En cette fin d’année 2025 au Cameroun, un duel médiatique particulier se profile : celui entre le discours politique traditionnel du président Paul Biya et les exploits de l’équipe nationale de football sur le terrain.
Entre message de Paul Biya à la nation et match des Lions indomptables :
Choix difficile chez les téléspectateurs ce 31 décembre
Par Thomas Tankou____________
Le choc sera d’autant plus poignant demain soir, avec un match crucial contre le Mozambique. Alors que cette situation met en lumière l’engouement pour le sport, elle soulève également une question cruciale : pourquoi tant de Camerounais choisissent-ils la passion du football au détriment de l’engagement civique face aux défis que leur pays affronte ?
La passion du football : Un échappatoire…
Le football est plus qu’un simple sport au Cameroun ; il représente un véritable exutoire pour des millions de citoyens. Toute chose qui fait l’affaire du régime de Yaoundé. Les matchs de l’équipe nationale suscitent une ferveur collective, une communion qui transcende les clivages politiques et socio-économiques.

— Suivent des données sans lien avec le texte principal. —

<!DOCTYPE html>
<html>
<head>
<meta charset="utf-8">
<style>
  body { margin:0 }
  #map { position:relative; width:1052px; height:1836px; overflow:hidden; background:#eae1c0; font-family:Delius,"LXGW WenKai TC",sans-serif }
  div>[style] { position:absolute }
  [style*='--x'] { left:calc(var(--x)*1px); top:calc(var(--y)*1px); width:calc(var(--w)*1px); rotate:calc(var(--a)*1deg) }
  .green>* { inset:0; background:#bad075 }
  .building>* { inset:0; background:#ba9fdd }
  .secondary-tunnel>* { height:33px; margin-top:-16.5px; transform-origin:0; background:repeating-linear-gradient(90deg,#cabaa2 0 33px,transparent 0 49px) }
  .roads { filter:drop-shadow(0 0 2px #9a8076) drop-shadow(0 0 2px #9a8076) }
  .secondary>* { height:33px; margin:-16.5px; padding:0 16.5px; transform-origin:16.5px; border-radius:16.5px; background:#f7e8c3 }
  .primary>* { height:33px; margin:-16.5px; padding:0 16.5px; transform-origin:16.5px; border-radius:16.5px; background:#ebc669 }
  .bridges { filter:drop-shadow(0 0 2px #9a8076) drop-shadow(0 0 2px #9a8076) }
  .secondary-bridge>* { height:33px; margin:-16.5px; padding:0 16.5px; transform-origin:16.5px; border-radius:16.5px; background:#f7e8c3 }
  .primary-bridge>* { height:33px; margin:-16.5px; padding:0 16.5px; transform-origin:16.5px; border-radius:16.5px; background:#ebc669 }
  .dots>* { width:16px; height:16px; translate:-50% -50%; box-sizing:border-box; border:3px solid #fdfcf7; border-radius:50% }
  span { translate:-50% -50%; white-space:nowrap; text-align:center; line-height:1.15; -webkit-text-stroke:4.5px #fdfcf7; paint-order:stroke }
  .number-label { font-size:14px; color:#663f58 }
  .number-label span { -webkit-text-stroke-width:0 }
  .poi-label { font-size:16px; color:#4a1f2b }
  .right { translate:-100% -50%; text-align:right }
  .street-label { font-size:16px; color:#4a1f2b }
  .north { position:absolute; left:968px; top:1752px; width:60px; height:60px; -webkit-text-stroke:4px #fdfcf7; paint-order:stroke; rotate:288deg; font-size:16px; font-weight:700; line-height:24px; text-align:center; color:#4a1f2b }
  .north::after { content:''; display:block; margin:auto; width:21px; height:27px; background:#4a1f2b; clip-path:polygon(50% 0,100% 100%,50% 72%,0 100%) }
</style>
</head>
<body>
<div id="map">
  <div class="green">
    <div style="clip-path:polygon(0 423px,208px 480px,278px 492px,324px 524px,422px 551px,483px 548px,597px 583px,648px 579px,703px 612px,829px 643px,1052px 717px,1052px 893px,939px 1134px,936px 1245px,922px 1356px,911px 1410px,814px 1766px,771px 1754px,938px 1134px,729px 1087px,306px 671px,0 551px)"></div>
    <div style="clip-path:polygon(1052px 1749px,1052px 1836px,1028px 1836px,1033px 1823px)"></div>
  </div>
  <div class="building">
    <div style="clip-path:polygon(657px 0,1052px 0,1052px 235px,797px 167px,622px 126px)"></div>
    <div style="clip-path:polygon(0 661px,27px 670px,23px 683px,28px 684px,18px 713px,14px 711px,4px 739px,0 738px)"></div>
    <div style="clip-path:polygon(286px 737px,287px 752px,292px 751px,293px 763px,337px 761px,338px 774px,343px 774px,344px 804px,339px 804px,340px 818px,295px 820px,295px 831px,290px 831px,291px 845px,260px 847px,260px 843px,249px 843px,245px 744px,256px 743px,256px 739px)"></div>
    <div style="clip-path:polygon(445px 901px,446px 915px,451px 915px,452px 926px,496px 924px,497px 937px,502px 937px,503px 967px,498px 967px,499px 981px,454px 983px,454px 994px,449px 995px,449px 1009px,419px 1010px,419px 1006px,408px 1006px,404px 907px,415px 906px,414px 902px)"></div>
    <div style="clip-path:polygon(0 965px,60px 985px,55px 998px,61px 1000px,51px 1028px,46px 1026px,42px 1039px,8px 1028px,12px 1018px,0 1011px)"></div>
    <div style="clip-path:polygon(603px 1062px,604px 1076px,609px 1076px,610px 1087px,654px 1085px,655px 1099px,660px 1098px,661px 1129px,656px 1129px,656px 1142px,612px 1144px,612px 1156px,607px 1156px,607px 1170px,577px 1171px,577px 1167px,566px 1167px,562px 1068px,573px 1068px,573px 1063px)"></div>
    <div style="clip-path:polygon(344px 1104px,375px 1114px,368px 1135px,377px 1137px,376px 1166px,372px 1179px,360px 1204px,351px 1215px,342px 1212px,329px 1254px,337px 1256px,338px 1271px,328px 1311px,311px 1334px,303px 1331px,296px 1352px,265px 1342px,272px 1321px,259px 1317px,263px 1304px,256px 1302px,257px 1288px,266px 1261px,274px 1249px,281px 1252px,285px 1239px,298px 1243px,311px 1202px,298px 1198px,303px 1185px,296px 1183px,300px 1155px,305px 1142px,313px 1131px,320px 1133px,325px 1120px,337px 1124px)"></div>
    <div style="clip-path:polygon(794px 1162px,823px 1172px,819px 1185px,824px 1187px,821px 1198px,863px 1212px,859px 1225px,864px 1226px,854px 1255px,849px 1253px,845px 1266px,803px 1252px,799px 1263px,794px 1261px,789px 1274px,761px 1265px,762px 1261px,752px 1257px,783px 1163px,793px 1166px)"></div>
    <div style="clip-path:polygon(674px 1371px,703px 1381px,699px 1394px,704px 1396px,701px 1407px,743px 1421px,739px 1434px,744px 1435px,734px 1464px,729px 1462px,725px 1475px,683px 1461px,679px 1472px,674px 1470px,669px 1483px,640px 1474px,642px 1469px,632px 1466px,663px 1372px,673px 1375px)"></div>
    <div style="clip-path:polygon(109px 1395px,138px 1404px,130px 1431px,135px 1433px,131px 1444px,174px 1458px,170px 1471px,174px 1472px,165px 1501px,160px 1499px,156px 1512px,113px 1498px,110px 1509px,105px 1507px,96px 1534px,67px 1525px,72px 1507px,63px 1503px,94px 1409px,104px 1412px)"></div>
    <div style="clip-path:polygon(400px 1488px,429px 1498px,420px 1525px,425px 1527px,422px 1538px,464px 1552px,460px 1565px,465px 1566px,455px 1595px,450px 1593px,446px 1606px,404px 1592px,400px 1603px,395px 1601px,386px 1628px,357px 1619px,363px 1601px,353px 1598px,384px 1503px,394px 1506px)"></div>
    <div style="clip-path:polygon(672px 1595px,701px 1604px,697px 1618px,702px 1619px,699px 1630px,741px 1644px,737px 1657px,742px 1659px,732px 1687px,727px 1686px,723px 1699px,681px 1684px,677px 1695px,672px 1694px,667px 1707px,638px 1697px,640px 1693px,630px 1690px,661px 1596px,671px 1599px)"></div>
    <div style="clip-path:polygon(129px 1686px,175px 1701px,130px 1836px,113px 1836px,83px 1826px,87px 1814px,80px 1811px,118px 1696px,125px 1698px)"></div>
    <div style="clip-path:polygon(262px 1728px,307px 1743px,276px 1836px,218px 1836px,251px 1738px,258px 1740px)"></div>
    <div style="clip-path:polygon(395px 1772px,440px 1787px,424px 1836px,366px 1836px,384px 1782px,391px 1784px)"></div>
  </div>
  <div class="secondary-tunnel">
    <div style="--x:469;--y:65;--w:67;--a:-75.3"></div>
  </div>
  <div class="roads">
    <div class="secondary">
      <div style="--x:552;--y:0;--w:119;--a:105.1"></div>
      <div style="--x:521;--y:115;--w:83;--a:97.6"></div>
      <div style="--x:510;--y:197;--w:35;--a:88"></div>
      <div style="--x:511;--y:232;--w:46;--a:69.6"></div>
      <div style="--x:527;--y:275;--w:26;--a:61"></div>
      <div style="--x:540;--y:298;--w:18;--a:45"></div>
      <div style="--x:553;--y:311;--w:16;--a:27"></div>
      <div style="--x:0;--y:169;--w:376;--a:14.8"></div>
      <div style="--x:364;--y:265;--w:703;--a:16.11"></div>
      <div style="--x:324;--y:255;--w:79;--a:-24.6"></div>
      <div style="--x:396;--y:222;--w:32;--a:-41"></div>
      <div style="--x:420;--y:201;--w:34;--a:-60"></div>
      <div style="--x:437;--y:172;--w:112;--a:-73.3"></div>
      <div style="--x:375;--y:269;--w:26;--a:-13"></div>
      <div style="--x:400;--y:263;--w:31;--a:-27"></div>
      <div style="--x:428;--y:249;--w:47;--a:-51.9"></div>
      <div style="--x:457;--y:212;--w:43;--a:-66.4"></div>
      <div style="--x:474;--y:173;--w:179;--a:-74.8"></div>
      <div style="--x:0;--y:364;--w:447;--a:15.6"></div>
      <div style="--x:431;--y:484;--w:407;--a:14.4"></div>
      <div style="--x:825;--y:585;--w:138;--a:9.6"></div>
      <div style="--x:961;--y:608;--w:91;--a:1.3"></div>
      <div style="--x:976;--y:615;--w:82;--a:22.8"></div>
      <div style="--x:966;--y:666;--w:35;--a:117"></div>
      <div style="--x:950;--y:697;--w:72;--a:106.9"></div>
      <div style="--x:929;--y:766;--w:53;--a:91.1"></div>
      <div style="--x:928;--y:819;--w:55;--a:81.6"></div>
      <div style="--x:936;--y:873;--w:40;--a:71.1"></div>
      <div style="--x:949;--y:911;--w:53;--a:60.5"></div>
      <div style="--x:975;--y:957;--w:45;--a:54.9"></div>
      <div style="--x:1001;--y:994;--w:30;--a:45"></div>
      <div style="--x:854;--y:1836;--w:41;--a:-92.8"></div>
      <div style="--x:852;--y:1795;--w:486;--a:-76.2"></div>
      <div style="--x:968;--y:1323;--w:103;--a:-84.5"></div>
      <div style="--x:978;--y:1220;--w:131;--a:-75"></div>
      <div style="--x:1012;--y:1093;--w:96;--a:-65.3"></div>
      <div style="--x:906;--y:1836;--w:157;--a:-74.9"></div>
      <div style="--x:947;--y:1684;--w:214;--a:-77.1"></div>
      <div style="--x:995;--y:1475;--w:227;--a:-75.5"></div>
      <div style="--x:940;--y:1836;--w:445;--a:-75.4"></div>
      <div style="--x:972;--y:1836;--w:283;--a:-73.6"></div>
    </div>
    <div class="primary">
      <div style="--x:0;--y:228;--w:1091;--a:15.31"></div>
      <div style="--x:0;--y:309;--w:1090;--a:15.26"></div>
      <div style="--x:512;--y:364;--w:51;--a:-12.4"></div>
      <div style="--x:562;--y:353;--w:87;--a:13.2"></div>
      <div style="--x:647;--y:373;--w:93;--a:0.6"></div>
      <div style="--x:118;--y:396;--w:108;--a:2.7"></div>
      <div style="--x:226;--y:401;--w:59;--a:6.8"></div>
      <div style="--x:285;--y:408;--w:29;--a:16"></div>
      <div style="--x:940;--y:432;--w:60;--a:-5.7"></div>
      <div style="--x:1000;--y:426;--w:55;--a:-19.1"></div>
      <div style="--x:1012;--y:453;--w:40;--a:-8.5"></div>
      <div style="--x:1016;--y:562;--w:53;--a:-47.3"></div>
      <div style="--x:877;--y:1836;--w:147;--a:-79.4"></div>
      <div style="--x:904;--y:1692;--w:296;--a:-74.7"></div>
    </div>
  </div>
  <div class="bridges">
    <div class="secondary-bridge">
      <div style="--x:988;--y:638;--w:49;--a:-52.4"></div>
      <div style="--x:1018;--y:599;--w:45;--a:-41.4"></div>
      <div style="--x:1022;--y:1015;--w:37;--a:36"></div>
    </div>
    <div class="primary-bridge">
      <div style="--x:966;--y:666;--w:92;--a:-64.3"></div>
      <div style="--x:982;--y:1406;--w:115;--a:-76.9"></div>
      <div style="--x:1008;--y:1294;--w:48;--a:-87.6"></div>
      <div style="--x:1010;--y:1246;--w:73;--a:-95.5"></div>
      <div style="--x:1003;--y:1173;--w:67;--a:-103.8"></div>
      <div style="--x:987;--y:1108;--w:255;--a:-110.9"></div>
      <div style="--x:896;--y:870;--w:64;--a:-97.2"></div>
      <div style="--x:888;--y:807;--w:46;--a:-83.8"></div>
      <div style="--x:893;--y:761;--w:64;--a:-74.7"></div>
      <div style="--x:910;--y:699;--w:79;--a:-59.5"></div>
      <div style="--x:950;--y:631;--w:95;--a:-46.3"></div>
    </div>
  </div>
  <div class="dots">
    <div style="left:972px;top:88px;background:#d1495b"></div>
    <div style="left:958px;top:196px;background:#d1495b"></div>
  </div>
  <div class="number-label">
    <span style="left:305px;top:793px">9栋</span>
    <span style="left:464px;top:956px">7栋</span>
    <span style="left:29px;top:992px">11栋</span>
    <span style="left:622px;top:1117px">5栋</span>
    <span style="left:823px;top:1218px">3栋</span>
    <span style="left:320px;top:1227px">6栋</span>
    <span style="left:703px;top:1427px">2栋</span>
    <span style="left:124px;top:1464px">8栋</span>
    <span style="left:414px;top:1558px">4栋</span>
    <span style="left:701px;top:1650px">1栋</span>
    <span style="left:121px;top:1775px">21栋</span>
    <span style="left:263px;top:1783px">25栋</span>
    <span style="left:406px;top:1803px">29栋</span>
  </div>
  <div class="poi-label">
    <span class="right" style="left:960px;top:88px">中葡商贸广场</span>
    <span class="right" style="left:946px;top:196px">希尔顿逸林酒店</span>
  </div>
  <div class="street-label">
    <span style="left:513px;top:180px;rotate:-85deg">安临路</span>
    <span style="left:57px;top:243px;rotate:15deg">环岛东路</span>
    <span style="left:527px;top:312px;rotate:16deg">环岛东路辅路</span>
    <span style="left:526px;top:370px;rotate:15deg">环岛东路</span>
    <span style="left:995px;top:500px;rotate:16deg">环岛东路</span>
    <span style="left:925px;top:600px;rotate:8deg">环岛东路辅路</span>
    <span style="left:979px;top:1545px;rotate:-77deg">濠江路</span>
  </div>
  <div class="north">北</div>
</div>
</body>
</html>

Dans un pays où les préoccupations quotidiennes sont marquées par la réalité de la vie chère, de la sécurité et d’autres enjeux sociopolitiques, le football apparaît comme une bulle de bonheur, un moment d’espoir et de fierté collective.
Cependant, cette passion peut devenir une distraction, un réflexe face à l’inertie politique et aux difficultés du quotidien. Beaucoup préfèrent se laisser emporter par l’adrénaline d’un match, évitant ainsi de s’engager dans des discussions plus profondes sur la gouvernance ou les droits civiques. Cette attitude, bien que compréhensible, interroge sur la priorisation des préoccupations personnelles par rapport aux enjeux sociaux pressants.
Un défi pour la conscience civique…
Le choix entre suivre le message présidentiel et soutenir les Lions indomptables lors de ce choc médiatique souligne une dualité inédite. D’un côté, le président annonce des orientations sur des problèmes cruciaux, de l’autre, les Lions promettent une soirée de divertissement et d’émotions sportives. Ce conflit d’horaire met en lumière un dilemme : comment concilier l’engagement civique et la nécessité de célébrer la culture footballistique ?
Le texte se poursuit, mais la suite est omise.